5

Overview

Webkit and Chromium engine both perform pre-connections when visiting sites, even with uBlock Origin installed. Users cannot disable this in the options. The only browsers that mitigate this are Brave (Chromium), who remove them altogether, and Firefox (not by default, but users can still change it). uBlock Origin disables speculative connections by default, but this only works in Firefox:

[This] does not cause DNS lookups, preconnections and prefetches to be reliably blocked, because Chromium [and Webkit] allows web pages to override that user setting.

Speculative connections include:

  • DNS request prefetching (e.g. "Link prefetching" in Webkit Experiments)
  • Network Preloading
  • Preloading resources (e.g. "Link preload responsive images" in Webkit Experiments)

You may find a description and related website explanations on each of these here. The descriptions are geared towards Firefox preferences, but the content is applicable to all browsers.

Example

Here's an example from cnn.com that I took a screenshot of in Orion's console:

So, in this example, even though I have uBlock Origin blocking Google Tag Manager, Chrome, Safari, Orion all preload it despite my tracking settings.

Conclusion

Blocking trackers isn't enough. We need to remove altogether (or turn off by default) all preloading, prefetching, and preconnections. This will put Orion's tracking mitigations further inline with Brave and hardened Firefox.

  • Vlad replied to this.

    yokoffing Interesting to debate.

    Features you describe are part of the W3 standards. They help make websites quicker.
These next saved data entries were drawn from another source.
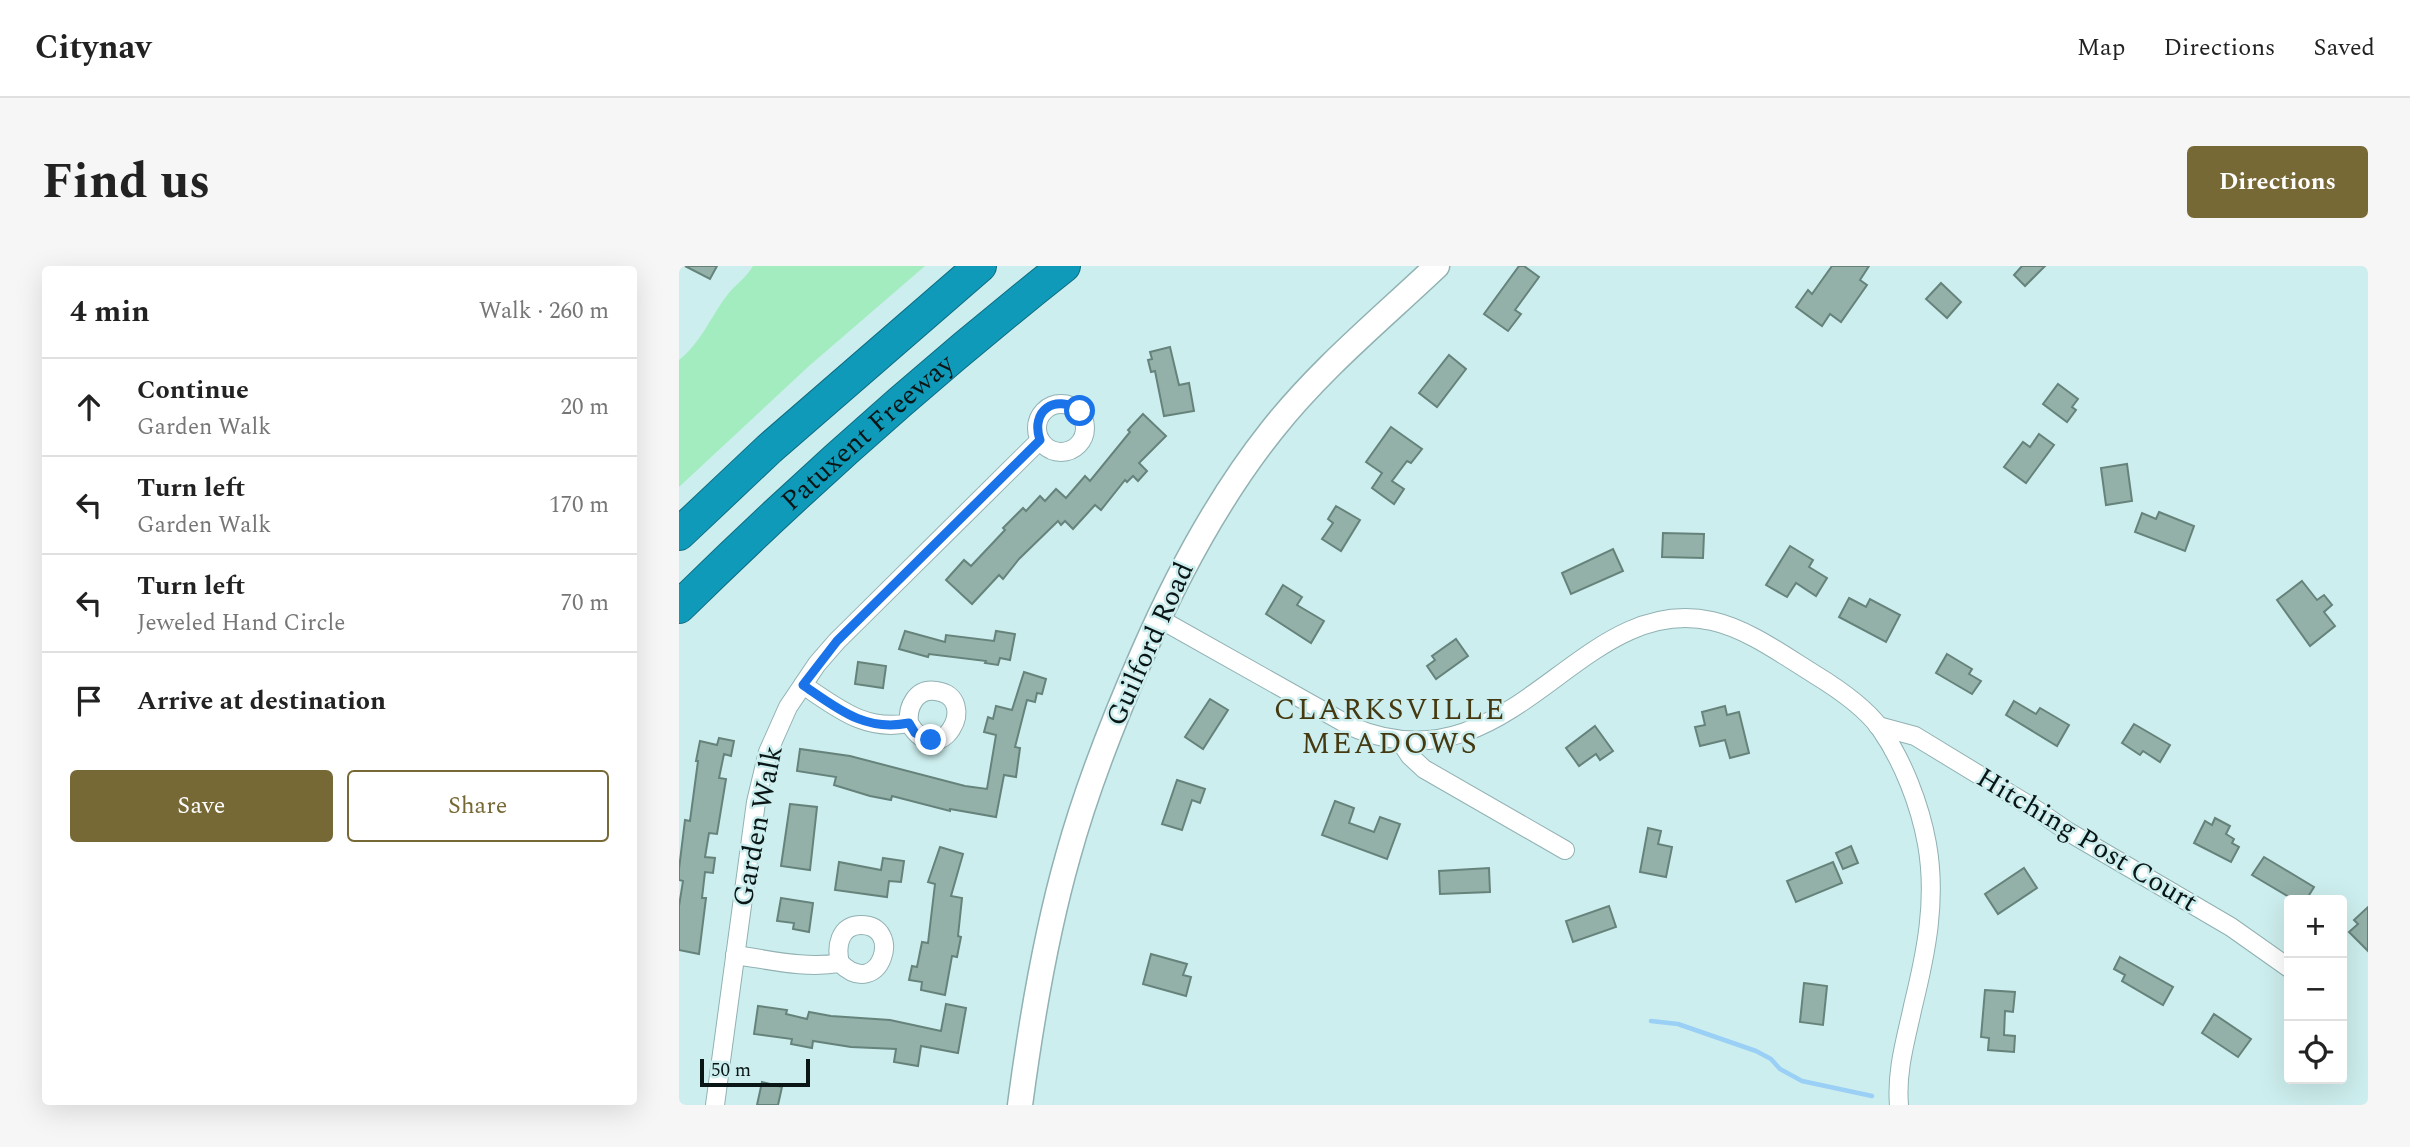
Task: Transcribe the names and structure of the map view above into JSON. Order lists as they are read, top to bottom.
{
  "streets": {
    "highway": ["Patuxent Freeway"],
    "main road": ["Guilford Road"],
    "street": ["Garden Walk", "Hitching Post Court"]
  },
  "districts": ["CLARKSVILLE MEADOWS"],
  "scale_bar": "50 m",
  "page": {
    "header": "Citynav",
    "nav": ["Map", "Directions", "Saved"],
    "title": "Find us",
    "buttons": [
      "Directions",
      ["Save", "Share"]
    ],
    "heading": ["4 min", "Walk · 260 m"],
    "list": [
      ["Continue", "Garden Walk", "20 m"],
      ["Turn left", "Garden Walk", "170 m"],
      ["Turn left", "Jeweled Hand Circle", "70 m"],
      "Arrive at destination"
    ],
    "map_buttons": ["+", "−"],
    "scale": "50 m"
  }
}
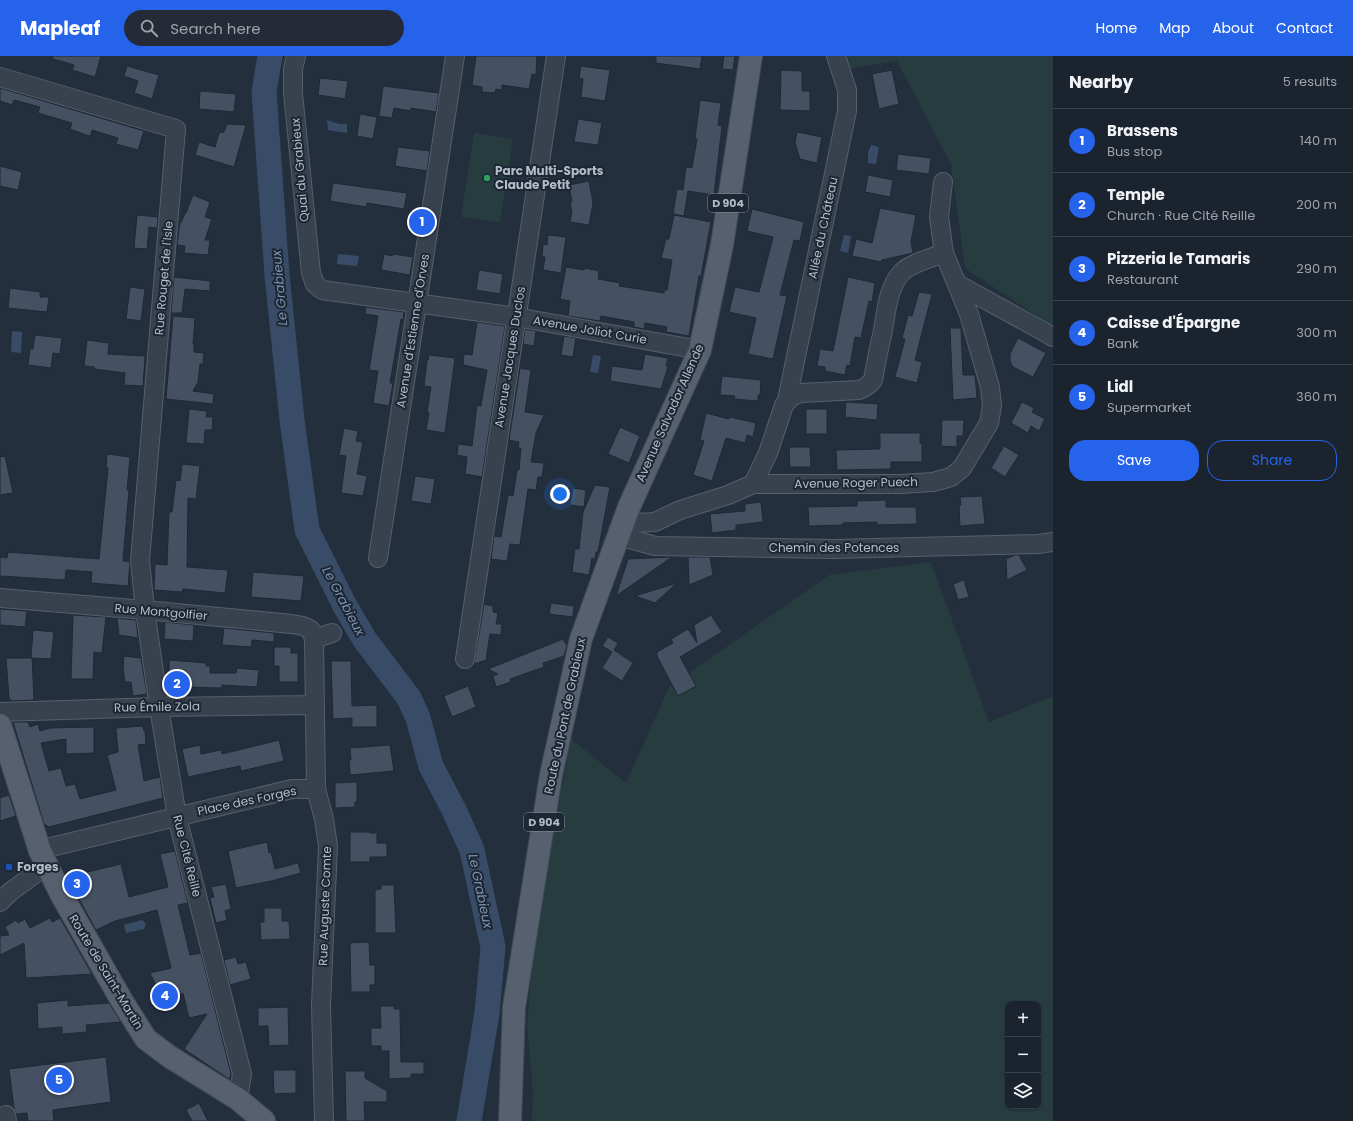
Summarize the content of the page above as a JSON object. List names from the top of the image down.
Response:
{
  "streets": {
    "main road": [
      "D 904",
      "Avenue Salvador Allende",
      "Route du Pont de Grabieux",
      "Route de Saint-Martin"
    ],
    "street": [
      "Quai du Grabieux",
      "Allée du Château",
      "Rue Rouget de l'Isle",
      "Avenue Joliot Curie",
      "Avenue d'Estienne d'Orves",
      "Avenue Jacques Duclos",
      "Avenue Roger Puech",
      "Chemin des Potences",
      "Rue Montgolfier",
      "Rue Émile Zola",
      "Place des Forges",
      "Rue Cité Reille",
      "Rue Auguste Comte"
    ]
  },
  "crossings": [
    ["Quai du Grabieux", "Avenue Joliot Curie"],
    ["Allée du Château", "Avenue Roger Puech"],
    ["Rue Rouget de l'Isle", "Rue Montgolfier"],
    ["Rue Rouget de l'Isle", "Rue Cité Reille"],
    ["Avenue Joliot Curie", "Avenue d'Estienne d'Orves"],
    ["Avenue Joliot Curie", "Avenue Jacques Duclos"],
    ["Avenue Joliot Curie", "Avenue Salvador Allende"],
    ["Avenue Salvador Allende", "Avenue Roger Puech"],
    ["Avenue Salvador Allende", "Chemin des Potences"],
    ["Avenue Salvador Allende", "Route du Pont de Grabieux"],
    ["Avenue Roger Puech", "Chemin des Potences"],
    ["Avenue Roger Puech", "Route du Pont de Grabieux"],
    ["Chemin des Potences", "Route du Pont de Grabieux"],
    ["Rue Montgolfier", "Rue Cité Reille"],
    ["Rue Montgolfier", "Rue Auguste Comte"],
    ["Rue Émile Zola", "Rue Cité Reille"],
    ["Rue Émile Zola", "Rue Auguste Comte"],
    ["Place des Forges", "Rue Cité Reille"],
    ["Place des Forges", "Rue Auguste Comte"],
    ["Place des Forges", "Route de Saint-Martin"],
    ["Rue Cité Reille", "Route de Saint-Martin"]
  ],
  "water": ["Le Grabieux"],
  "places": {
    "other": ["Parc Multi-Sports Claude Petit"],
    "transit": ["Forges"]
  },
  "page": {
    "header": "Mapleaf",
    "search": "Search here",
    "nav": [
      "Home",
      "Map",
      "About",
      "Contact"
    ],
    "heading": ["Nearby", "5 results"],
    "list": [
      {
        "mark": "1",
        "name": "Brassens",
        "note": "Bus stop",
        "value": "140 m"
      },
      {
        "mark": "2",
        "name": "Temple",
        "note": "Church · Rue Cité Reille",
        "value": "200 m"
      },
      {
        "mark": "3",
        "name": "Pizzeria le Tamaris",
        "note": "Restaurant",
        "value": "290 m"
      },
      {
        "mark": "4",
        "name": "Caisse d'Épargne",
        "note": "Bank",
        "value": "300 m"
      },
      {
        "mark": "5",
        "name": "Lidl",
        "note": "Supermarket",
        "value": "360 m"
      }
    ],
    "pins": [
      "1",
      "2",
      "3",
      "4",
      "5"
    ],
    "buttons": ["Save", "Share"],
    "map_buttons": ["+", "−"]
  }
}
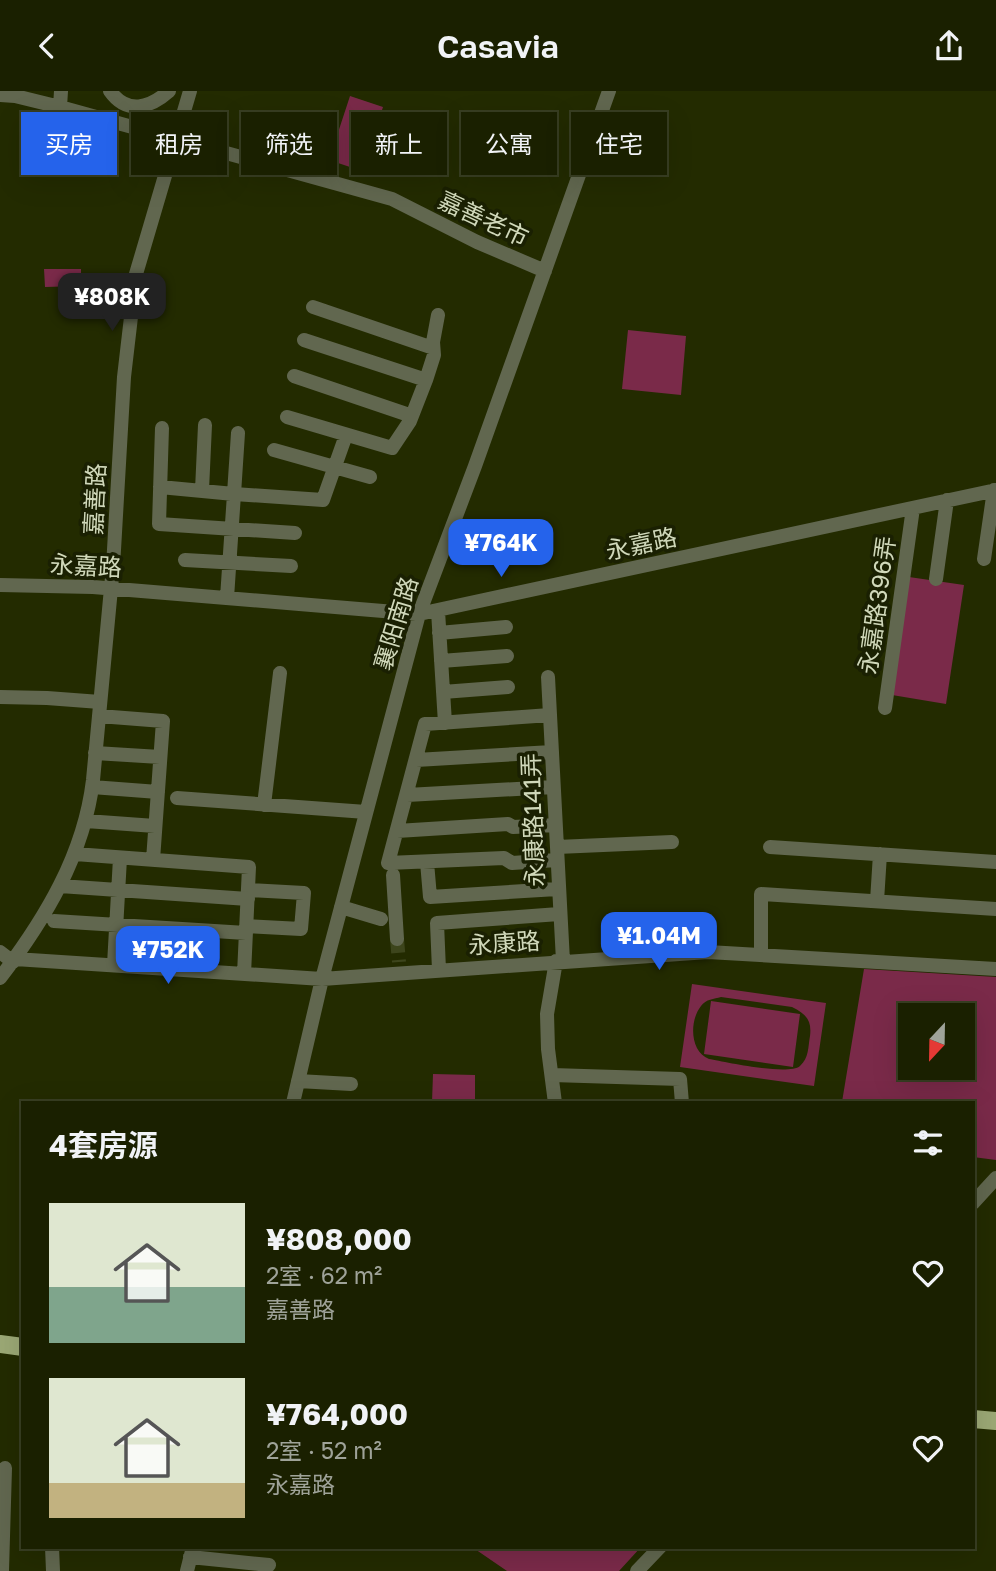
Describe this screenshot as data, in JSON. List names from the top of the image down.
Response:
{
  "streets": {
    "street": [
      "嘉善老市",
      "嘉善路",
      "永嘉路",
      "永嘉路396弄",
      "襄阳南路",
      "永康路141弄",
      "永康路"
    ]
  },
  "crossings": [
    ["嘉善老市", "襄阳南路"],
    ["嘉善路", "永嘉路"],
    ["嘉善路", "永康路"],
    ["永嘉路", "永嘉路396弄"],
    ["永嘉路", "襄阳南路"],
    ["襄阳南路", "永康路"],
    ["永康路141弄", "永康路"]
  ],
  "north": "bottom",
  "page": {
    "header": "Casavia",
    "chip": [
      "买房",
      "租房",
      "筛选",
      "新上",
      "公寓",
      "住宅"
    ],
    "price": [
      "¥808K",
      "¥764K",
      "¥1.04M",
      "¥752K"
    ],
    "heading": "4套房源",
    "list": [
      {
        "name": "¥808,000",
        "note": "2室 · 62 m² · 嘉善路"
      },
      {
        "name": "¥764,000",
        "note": "2室 · 52 m² · 永嘉路"
      }
    ]
  }
}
    I am not sure how preloading a script has any privacy implications that normally loading a script doesn't. If any of the scripts preloaded that should be blocked by ad/tracking blocker isn't blocked by default, that is a bug that should be addressed separately.

    By the way you can disable most of these through Develop->Experimental features.

      a month later

      Vlad By the way you can disable most of these through Develop->Experimental features.

      My experience has been that even if I turn off these experiments, I still see preloaded resources in Dev Tools. I welcome other users to try and see if they can replicate this.

      As far as being experimental: When Apple devs move these from experiments to being fully integrated into Webkit, the problem will remain and be potentially more cumbersome to remove or disable.